Поскольку же на протяжении всего этого времени демоническое означало самые разные вещи, так что в конце концов оно пришло к тому, что может означать буквально что угодно, лучше всего сейчас было бы попытаться некоторым образом определить это понятие. В этой связи следует обратить внимание на то, какое место мы ему уже отвели прежде. В невинности не может быть и речи о демоническом. С другой стороны, нужно отказаться от всяких фантастических представлений о заключении договора со злом и тому подобного, вследствие которых человек якобы становится совершенно злым. Из-за этого и появлялось противоречие в суровом подходе, свойственном прежним временам. Люди предполагали нечто подобное и все же высказывались за наказание. Но само по себе наказание было не только необходимой самозащитой, но также и средством спасения (либо спасения самих заинтересованных лиц при достаточно мягком наказании, либо спасения всех остальных, если виновник наказывался смертью); однако там, где речь могла идти о спасении, это значило, что индивид не так уж целиком подпадал под власть зла, если же он полностью оказывался под властью зла, само наказание становилось противоречием. Если кто-то задастся вопросом, насколько демоническое представляет собой проблему для психологии, я отвечу, что демоническое это состояние. Из такого состояния может постоянно возникать единичное греховное действие. Однако состояние — это возможность, даже если в своем отношении к невинности оно вместе с тем является и действительностью, полагаемой через качественный прыжок.

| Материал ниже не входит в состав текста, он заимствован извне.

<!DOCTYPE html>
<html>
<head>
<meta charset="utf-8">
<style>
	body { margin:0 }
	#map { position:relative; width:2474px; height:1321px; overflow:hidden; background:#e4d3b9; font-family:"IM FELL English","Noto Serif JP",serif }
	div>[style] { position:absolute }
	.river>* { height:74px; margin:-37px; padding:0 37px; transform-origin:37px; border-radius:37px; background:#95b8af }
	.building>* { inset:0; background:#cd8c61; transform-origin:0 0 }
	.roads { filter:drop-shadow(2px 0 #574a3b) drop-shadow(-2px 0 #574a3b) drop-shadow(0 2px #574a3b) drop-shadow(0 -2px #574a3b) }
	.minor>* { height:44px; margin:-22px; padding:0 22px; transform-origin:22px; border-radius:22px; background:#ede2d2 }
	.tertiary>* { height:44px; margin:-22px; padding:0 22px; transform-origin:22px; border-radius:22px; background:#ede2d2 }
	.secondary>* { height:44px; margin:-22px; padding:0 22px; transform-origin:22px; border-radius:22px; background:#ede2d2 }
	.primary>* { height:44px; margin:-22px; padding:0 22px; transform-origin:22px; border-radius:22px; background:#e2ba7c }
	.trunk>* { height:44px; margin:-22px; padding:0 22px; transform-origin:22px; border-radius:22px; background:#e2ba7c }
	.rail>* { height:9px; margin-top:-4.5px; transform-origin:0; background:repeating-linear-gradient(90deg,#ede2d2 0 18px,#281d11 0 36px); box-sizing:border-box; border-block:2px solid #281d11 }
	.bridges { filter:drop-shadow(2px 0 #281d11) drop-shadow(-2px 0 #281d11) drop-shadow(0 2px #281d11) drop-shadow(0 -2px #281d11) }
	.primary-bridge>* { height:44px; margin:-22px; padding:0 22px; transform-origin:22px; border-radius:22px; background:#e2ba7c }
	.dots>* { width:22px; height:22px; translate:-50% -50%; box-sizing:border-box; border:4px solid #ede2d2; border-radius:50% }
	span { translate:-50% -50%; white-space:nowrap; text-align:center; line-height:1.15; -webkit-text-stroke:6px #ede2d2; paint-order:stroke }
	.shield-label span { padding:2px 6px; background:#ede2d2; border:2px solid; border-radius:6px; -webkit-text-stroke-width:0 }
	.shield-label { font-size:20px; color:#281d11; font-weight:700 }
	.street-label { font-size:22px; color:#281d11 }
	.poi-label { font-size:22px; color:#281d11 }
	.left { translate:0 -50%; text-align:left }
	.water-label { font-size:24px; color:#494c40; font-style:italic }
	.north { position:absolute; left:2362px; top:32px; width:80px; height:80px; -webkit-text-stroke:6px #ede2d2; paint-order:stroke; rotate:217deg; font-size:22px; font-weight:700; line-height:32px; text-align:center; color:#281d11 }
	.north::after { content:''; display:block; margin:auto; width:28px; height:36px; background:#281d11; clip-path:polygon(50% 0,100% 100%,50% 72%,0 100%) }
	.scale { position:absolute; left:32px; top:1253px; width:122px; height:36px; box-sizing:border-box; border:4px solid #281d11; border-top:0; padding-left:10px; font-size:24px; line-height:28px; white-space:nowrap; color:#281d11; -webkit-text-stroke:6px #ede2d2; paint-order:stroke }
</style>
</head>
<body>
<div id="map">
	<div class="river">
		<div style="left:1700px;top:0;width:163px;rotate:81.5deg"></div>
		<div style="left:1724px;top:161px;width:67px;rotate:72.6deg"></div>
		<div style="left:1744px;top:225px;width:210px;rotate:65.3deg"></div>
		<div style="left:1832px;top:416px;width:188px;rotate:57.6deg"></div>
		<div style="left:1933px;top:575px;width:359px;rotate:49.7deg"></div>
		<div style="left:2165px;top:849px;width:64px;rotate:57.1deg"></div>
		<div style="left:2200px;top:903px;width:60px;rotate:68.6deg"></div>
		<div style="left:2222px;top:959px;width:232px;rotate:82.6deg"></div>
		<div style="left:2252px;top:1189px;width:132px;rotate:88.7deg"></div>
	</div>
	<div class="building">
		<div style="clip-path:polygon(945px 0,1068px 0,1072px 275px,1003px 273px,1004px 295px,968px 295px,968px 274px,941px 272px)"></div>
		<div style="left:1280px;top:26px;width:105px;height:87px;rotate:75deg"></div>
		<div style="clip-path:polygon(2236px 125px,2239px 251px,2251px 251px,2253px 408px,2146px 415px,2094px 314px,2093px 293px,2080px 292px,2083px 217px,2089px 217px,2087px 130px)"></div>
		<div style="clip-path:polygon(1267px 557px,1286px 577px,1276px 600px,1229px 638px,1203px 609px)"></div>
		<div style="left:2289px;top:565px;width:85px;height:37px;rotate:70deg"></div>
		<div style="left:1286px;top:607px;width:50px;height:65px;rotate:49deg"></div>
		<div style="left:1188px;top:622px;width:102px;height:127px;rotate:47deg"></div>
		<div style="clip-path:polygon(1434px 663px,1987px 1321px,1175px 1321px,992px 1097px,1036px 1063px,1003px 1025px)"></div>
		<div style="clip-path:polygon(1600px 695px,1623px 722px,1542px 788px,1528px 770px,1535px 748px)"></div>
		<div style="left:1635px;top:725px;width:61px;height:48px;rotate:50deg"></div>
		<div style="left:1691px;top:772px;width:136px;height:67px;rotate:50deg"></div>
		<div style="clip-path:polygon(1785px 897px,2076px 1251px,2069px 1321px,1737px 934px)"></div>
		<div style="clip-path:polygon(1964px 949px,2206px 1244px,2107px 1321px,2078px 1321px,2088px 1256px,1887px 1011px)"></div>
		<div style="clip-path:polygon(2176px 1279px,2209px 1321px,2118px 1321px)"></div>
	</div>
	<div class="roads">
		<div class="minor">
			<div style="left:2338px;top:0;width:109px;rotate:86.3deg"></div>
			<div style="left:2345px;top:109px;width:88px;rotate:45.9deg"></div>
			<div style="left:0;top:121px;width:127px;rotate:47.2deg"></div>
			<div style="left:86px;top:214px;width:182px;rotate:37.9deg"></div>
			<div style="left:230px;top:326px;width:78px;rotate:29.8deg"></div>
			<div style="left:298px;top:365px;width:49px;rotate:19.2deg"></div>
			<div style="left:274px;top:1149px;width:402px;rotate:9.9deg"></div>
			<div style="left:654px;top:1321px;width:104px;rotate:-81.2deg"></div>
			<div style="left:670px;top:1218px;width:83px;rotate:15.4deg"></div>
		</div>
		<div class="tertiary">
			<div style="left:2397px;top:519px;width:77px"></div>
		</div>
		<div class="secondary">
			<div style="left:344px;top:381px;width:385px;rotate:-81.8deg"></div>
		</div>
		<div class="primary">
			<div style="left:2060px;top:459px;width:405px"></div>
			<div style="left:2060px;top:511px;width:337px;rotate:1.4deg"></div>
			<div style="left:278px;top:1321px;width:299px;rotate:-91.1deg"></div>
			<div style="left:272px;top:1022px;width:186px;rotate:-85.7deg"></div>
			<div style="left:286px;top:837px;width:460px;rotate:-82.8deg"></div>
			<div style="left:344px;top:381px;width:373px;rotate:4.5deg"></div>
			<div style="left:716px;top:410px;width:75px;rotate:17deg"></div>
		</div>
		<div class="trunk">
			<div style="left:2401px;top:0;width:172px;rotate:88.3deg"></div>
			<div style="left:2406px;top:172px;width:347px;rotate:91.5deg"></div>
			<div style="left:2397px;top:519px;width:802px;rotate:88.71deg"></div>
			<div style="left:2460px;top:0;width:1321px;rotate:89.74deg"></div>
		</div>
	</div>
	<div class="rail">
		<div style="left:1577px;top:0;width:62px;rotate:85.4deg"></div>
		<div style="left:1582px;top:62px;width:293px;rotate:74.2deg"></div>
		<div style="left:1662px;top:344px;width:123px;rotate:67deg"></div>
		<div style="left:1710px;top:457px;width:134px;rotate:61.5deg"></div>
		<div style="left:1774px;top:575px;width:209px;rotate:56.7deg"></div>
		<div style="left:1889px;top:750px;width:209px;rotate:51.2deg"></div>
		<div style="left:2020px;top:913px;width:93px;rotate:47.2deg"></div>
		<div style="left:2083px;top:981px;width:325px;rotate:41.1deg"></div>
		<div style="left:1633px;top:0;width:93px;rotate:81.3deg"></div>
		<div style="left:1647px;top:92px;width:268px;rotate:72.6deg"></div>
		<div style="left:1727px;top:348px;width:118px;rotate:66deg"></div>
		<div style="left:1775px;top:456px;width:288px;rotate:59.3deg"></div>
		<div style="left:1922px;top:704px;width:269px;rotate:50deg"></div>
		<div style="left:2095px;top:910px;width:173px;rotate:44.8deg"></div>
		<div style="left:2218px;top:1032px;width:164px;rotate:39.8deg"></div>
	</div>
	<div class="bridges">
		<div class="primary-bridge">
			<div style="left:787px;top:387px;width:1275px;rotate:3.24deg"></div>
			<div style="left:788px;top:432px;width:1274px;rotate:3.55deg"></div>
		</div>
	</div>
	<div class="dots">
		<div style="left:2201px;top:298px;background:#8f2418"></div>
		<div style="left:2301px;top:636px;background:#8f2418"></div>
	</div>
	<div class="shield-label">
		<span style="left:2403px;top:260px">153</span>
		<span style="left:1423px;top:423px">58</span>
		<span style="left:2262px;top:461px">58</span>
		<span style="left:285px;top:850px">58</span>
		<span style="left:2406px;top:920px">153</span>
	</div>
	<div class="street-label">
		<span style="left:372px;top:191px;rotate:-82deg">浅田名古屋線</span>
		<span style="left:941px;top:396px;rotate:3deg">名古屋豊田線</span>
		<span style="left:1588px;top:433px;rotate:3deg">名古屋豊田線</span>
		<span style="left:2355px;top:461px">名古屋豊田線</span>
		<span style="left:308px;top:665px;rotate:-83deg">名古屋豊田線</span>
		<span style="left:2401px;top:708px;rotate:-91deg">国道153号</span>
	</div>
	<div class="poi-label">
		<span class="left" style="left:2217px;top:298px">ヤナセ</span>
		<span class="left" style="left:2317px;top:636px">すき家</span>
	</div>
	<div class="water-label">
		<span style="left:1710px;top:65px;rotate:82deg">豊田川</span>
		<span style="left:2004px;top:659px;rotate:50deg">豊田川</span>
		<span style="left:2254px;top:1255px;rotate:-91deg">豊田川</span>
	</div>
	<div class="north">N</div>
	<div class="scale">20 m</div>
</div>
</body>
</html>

Демоническое есть страх перед добром. В невинности свобода еще не полагалась как свобода, ее возможностью в индивидуальности был страх. В демоническом же отношении обратно. Свобода полагается как несвобода; ибо свобода тут потеряна. Возможность свободы здесь — это опять-таки страх. Различие тут абсолютно; ибо возможность свободы проявляется тут в отношении к несвободе, каковая выступает чем-то прямо противоположным невинности, которая в свою очередь есть определение в направлении свободы.

Демоническое — это несвобода, которая хотела бы отгородиться от всего.

Между тем это было и остается невозможным; несвобода постоянно сохраняет некое отношение, и даже когда последнее, по видимости, исчезло, оно все же присутствует здесь, так что страх тотчас же проявляется в первое же мгновение соприкосновения с добром. (См. то, что говорилось в предшествующих разделах в связи с новозаветными рассказами.)

Демоническое — это закрытое (det Indesluttede)[190] и несвободно открываемое.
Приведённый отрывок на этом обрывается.